Becoming a creator
The Discworld is always looking for new creators to code new and interesting content for our players to enjoy; however, becoming a creator is a big step, and there are a few things you should think about carefully first.
No going back
Becoming a creator on the Discworld is a major state change which you should consider carefully before undertaking:
- It forever changes the way you see the game, so much so that some creators no longer play!
- It is a responsibility. To develop areas creators need god-like powers and are on their honour to behave appropriately.
- Finally, it is a commitment to working and actually learning (there's a lot to learn) to develop the game.
That said, for many there is a great sense of achievement and reward in seeing people playing and enjoying something you helped to create.
Discworld has certain "entry requirements" for its creators because it is such a responsibility. These are mostly intended to ensure that the prospective creator has broad experience playing the game to begin with.

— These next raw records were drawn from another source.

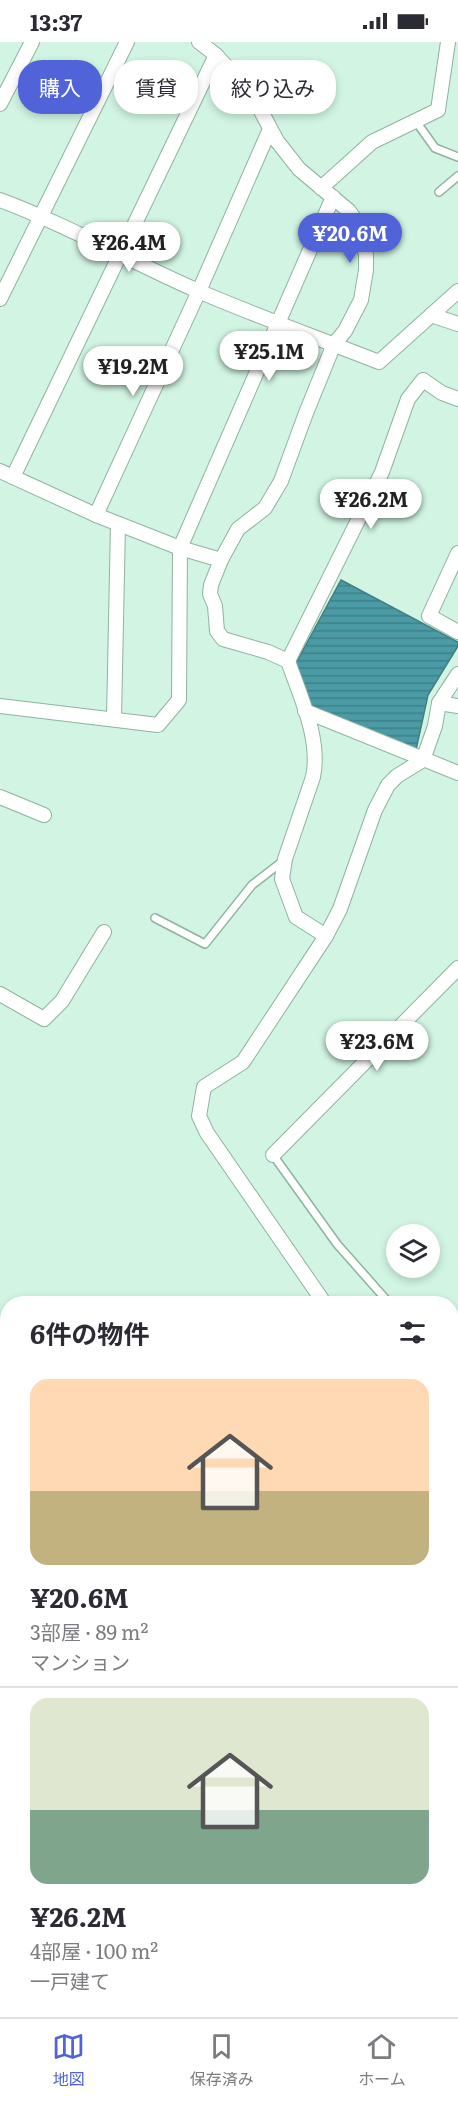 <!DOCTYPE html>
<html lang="ja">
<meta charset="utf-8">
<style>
body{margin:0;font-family:Literata,"Noto Sans JP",serif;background:#f2f2f3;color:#2b2b33;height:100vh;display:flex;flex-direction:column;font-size:22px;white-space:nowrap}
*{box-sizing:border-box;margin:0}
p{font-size:20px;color:#7c7c81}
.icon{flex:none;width:33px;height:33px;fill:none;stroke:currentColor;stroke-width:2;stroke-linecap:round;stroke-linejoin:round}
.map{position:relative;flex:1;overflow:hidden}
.panel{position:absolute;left:0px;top:1254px;width:459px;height:722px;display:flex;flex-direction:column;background:#fff;border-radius:24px 24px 0 0;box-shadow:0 3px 9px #0003}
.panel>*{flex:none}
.top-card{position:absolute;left:18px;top:18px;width:423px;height:54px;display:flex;gap:12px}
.tools{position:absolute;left:386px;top:1182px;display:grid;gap:12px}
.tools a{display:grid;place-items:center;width:54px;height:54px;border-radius:50%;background:#fff;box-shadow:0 3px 9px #0003;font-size:30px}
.price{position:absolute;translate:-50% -51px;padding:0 14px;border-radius:21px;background:#fff;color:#222;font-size:20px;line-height:39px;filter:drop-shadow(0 2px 3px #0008)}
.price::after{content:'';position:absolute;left:50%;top:36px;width:18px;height:14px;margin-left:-9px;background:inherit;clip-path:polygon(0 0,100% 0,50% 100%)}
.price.current{background:#5063d8;color:#fff}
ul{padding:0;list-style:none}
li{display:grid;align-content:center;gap:12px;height:318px;padding:0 30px}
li+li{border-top:2px solid #e1e1e2}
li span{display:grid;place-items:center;height:186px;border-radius:18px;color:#555}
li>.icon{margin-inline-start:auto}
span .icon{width:108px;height:108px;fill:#fffc;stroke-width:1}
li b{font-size:26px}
h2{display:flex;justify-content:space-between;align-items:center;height:72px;padding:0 30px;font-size:26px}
.pill{padding:0 21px;border-radius:24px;background:#fff;box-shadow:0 3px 9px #0003;font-size:21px;line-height:54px}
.pill.current{background:#5063d8;color:#fff}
.status{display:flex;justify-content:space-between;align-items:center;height:42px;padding:0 30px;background:#fff;direction:ltr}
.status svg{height:16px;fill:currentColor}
.tabs{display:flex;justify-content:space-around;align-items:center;height:84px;border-top:2px solid #e1e1e2;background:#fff;font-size:16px;color:#7c7c81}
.tabs a{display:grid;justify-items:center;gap:3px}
.tabs .current{color:#5063d8}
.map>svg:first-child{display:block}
</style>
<div class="status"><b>13:37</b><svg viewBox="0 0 49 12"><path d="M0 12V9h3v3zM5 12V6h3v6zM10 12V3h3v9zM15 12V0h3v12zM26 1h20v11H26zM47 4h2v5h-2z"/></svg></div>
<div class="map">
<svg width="458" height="1975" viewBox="0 0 458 1975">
<defs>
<pattern id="water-rules" width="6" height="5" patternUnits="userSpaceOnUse" patternTransform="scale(1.5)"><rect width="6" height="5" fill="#4a9ba5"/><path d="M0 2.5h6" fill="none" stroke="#3e8087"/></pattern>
</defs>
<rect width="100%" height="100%" fill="#d1f5e2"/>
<path fill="url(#water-rules)" stroke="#427e83" stroke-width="1.5" d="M 341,538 L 458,600 L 458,604 L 428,653 L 416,708 L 311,663 L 296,621 Z"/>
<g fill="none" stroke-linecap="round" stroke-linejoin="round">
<g stroke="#90b2a0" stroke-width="10">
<g id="service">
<path d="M 415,78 L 435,106 L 458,115"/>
<path d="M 439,150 L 458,134"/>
<path d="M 155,876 L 205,902 L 252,843 L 283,819"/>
<path d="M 273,1113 L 337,1202 L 390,1262"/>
<path d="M 0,1409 L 6,1389"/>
<path d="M 0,1574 L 8,1578"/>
<path d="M 0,1626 L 6,1630 L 8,1628"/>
</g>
</g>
<g stroke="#90b2a0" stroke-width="16">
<g id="minor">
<path d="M 199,0 L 216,13 L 253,54 L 277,99 L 299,127 L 349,169 L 358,182 L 366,213 L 366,228 L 361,258 L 345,289 L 334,302 L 306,371 L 281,439 L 265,466 L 238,487 L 221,518 L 211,543 L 210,552 L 215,564 L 217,589 L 223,597 L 268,610 L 288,619 C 300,654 321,697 313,735 L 285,817 L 282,837 L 296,875 L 326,894"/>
<path d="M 0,62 L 32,0"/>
<path d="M 321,146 L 372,100 L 438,68 L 448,0"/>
<path d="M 0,158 C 67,183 130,219 196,248 C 256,274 318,296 379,320 L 458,249"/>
<path d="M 0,257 L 127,0"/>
<path d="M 431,273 L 458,282"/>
<path d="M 0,429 L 96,473 L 180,506 L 179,658 L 158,683 L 0,664"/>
<path d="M 13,435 L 216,13"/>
<path d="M 96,473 L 199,249 L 270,87"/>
<path d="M 458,511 L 429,574 L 458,590"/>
<path d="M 221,518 L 180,506 L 333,155"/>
<path d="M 288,619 L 382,430 L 408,357 L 423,338 L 442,351 L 458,357"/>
<path d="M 439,661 L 458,664"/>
<path d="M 305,669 L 458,731"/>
<path d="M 114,676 L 118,482"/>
<path d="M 0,755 L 44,773"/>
<path d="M 0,952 L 44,977 L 62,959 L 104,890"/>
<path d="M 273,1113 L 458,926"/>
<path d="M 325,1262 L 207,1091 L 199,1074 L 204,1045 L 243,1020 L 326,894 L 340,867 L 375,768 L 388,743 L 397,734 L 423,718 L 435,684 L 439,661 L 458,632"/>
<path d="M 452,1314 L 458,1310"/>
<path d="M 452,1505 L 458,1512"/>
<path d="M 368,1975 L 371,1968"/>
</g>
</g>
<g stroke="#90b2a0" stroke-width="24">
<g id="trunk">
<path d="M 452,1602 L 458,1596"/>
<path d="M 81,1975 L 88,1968"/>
</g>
</g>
<use href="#service" stroke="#fff" stroke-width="7"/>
<use href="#minor" stroke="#fff" stroke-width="14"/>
<use href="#trunk" stroke="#fff" stroke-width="21"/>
</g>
</svg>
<div class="tools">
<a><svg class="icon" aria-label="layers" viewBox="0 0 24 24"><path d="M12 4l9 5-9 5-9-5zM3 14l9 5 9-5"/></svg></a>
</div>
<b class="price current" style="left:350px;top:222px">¥20.6M</b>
<b class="price" style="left:129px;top:231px">¥26.4M</b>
<b class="price" style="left:269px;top:340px">¥25.1M</b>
<b class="price" style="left:133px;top:355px">¥19.2M</b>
<b class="price" style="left:371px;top:488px">¥26.2M</b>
<b class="price" style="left:377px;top:1030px">¥23.6M</b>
<div class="top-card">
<a class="pill current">購入</a>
<a class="pill">賃貸</a>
<a class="pill">絞り込み</a>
</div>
<section class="panel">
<h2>6件の物件<svg class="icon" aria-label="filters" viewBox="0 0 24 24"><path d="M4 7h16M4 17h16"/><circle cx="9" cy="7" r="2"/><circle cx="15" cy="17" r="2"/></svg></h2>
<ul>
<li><span style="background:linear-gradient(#ffd9b3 60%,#c2b280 0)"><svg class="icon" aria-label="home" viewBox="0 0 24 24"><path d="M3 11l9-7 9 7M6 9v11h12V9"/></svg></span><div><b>¥20.6M</b><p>3部屋 · 89 m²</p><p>マンション</p></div></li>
<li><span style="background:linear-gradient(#dfe7d0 60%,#7fa58c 0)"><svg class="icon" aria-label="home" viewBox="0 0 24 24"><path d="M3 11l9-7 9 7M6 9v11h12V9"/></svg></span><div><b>¥26.2M</b><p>4部屋 · 100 m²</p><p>一戸建て</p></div></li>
</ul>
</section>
</div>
<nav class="tabs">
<a class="current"><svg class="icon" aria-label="map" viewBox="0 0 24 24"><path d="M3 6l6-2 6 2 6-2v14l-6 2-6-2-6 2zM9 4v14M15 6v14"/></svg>地図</a>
<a><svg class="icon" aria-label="saved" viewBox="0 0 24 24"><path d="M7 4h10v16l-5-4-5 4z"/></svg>保存済み</a>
<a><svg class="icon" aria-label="home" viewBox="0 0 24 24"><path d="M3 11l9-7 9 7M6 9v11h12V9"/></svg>ホーム</a>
</nav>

To that end, their character must be at least five days old and guild level 150. If you are a returning player who has previously clocked up greater experience playing the game (but your character has been deleted or refreshed since) this requirement may be able to be waived - talk to a Liaison or the leader (or a deputy) of the Developers domain if you think this applies to you.
There is no requirement to know LPC (the language used to code) just a willingness to learn. If anything, a good grasp of English and a rich imagination are more important.
Application and first steps
When you apply as a creator you join the Developers domain: this is where all active creators are found. It is the leader and deputies of the Developers domain who are ultimately responsible for the well-being of every creator, although a creator's first port of call will normally be their mentor.
When hired, a new creator will usually be mentored by the person who hired and interviewed them (though this is not necessarily the case). Other creators and mentors are available at need - often the creators who are ultimately responsible for managing your project, who tend to be lords or deputies of subject area domains.
Other members of the Discworld administrative structure - particularly the Trustees, but also Directors and to a lesser extent Independent creators - also have a vested interest in the well-being of creators and are there as formal support when necessary.
Subject area domains and projects
The subject area domains are typically run by a domain leader and sometimes a number of deputies. Together they are responsible for the direction of the domain, for approving projects and the maintenance of the domain's code.
Creators are typically assigned projects in the various subject area domains (AM, Ram, CWC, Klatch, Forn, Guilds, etc) according to what projects are available as well as the developer's own interests.
Some other players see Liaison as being a soft-option or a way to ease themselves into creatorhood. This is not the case. Apply to Liaison if you wish to help players and liaise with players. If you want to code, apply to be a normal creator.
For more information about Liaisons and liaising, please click here.
A good place to start if you want to discuss a potential creator application further is a Liaison. They function as the interface between players and coding creators, and will happily talk things over with you, and direct you on to the Right People if you want to discuss things further.
The Discworld MUD has a series of four documents that form a creator manual of sorts. It is split into four parts: two parts focussed on coding, one part on game design and one on working with others. If you want a feeling for what being a creator is like, you should have a look at them.
You are not expected to work your way through these documents before applying - it's not really feasible to code from them outside of the Discworld environment - but they should give you some idea of what being a creator is like.